Tuesday, September 16, 2008

Morning Routines

As school starts back all across the country, it is important to establish routines for your child, whether they are adopted or biological children! It's imperative to begin the year off in a positive way, being prepared for the school day. The morning routine actually starts the night before. Feel free to add your comments.

The night before, pack the book bag with all needed items for the next day, such as homework, supplies, permission slips, etc.

Check to make sure all homework is completed. Go over as needed. (Has anyone else noticed that homework is mounting and getting harder each year??)

Prepare lunch or give lunch money the night before.

Have your child pick out his/her clothes for the next day. As they are getting out their jammies, have them go ahead and pick out something special to wear to school.

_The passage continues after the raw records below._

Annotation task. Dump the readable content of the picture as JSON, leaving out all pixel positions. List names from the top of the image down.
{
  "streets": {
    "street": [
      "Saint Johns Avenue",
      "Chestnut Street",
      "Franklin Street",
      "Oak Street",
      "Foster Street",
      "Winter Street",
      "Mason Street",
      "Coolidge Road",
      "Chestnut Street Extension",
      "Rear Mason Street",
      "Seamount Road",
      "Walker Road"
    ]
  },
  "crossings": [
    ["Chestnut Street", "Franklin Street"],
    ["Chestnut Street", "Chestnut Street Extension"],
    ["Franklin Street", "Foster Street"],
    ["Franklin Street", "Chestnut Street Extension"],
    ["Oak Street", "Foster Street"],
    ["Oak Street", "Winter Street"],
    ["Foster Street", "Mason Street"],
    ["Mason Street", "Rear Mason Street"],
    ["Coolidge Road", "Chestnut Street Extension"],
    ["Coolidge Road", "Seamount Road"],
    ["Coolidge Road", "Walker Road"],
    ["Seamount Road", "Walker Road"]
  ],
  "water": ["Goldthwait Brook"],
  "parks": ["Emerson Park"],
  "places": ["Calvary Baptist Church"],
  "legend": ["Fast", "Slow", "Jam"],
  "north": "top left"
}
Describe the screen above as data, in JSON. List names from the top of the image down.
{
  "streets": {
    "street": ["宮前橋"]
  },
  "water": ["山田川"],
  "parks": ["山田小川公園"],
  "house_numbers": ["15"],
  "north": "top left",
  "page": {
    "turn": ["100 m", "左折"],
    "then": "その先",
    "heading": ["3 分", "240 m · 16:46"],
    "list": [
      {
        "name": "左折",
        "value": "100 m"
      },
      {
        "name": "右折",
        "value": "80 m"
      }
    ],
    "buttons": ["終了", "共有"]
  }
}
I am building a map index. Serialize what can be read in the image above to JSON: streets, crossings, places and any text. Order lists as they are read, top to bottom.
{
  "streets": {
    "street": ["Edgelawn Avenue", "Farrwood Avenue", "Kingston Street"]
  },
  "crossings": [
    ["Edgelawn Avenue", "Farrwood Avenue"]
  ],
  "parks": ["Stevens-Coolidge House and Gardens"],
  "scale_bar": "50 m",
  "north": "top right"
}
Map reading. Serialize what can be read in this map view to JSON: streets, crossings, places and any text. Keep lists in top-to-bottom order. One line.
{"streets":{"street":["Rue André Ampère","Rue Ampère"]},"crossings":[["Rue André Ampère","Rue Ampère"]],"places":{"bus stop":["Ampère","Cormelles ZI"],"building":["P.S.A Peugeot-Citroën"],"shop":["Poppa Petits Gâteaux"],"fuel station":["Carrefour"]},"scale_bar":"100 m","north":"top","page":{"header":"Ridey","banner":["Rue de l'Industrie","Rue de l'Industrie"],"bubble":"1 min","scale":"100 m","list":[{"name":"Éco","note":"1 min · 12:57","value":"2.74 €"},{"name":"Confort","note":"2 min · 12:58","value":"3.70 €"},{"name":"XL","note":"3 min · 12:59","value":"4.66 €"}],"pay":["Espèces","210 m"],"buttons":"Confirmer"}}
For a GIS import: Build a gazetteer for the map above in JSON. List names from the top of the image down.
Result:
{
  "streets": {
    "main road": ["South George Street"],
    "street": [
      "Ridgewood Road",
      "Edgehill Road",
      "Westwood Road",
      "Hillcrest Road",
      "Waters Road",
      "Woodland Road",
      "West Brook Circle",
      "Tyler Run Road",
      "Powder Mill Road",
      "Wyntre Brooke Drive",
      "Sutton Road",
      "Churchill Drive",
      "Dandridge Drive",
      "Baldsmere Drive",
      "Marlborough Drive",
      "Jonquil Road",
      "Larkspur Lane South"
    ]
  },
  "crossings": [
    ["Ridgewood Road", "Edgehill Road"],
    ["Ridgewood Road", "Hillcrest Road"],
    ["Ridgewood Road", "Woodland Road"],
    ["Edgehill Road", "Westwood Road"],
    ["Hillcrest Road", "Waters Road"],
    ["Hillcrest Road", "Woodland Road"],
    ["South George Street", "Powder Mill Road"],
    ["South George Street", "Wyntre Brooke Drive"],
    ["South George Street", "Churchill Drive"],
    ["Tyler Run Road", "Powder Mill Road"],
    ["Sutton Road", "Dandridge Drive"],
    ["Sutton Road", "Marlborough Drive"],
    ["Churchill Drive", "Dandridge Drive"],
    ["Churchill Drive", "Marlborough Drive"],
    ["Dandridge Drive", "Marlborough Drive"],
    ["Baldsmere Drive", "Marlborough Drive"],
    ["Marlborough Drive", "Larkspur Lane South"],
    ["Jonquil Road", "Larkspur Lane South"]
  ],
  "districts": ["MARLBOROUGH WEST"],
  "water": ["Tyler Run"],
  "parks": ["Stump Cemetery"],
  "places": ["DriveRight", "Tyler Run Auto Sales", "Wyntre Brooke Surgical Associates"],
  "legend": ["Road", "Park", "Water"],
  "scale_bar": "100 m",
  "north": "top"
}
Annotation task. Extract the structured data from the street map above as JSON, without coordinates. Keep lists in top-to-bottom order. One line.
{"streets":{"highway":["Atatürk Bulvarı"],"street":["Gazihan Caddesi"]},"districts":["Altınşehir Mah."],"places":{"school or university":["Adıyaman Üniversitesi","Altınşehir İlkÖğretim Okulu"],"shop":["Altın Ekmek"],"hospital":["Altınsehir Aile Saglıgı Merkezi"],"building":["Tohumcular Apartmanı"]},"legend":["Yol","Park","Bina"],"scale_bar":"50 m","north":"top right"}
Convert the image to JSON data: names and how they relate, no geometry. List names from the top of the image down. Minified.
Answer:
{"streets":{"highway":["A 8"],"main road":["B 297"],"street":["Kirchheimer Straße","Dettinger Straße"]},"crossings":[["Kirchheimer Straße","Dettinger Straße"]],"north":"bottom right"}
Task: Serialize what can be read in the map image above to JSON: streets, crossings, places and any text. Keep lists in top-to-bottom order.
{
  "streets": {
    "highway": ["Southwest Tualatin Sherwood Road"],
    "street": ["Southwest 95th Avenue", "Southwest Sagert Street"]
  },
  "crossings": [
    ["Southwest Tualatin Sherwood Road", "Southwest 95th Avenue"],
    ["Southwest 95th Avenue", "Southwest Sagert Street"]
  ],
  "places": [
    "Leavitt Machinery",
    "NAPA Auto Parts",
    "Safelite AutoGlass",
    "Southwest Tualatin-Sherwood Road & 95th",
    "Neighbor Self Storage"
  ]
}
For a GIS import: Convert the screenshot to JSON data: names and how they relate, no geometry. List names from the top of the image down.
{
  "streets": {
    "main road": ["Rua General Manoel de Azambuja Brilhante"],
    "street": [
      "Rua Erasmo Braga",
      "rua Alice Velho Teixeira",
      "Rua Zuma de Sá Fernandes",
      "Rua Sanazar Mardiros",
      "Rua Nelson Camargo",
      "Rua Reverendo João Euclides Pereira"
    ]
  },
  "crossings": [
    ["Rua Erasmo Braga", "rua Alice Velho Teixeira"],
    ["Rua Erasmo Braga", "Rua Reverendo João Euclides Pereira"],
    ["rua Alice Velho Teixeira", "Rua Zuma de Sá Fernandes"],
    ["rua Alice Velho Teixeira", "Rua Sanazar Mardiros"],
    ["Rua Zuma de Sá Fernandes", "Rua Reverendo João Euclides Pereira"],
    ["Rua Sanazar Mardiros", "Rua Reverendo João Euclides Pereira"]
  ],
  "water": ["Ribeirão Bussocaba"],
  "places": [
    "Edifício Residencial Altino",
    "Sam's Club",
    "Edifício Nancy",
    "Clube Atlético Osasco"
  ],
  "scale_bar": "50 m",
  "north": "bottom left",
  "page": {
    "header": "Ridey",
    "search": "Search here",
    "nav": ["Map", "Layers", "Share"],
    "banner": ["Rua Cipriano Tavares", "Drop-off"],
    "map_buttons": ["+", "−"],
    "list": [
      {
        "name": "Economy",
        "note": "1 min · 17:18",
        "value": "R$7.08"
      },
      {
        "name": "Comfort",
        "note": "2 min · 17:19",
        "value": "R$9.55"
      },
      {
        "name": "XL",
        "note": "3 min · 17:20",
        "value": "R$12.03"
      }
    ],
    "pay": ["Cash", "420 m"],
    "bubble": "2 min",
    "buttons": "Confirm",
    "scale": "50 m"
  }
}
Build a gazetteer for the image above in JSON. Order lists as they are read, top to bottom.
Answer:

Establish a regular bedtime--Children need more sleep than adults, and the lack of sleep will show in their behavior and school performance.

Have a regular wake up time each morning.

Establish a morning routine. Lots of parents get creative and develop charts, with stickers or smiley faces. Let your child check off each task, such as getting dressed, brushing teeth, having breakfast, etc.

These are just a few ideas to get you started. It's especially important for children who have been adopted to have routines and structure. Knowing what to expect will help your child adjust to his/her new environment.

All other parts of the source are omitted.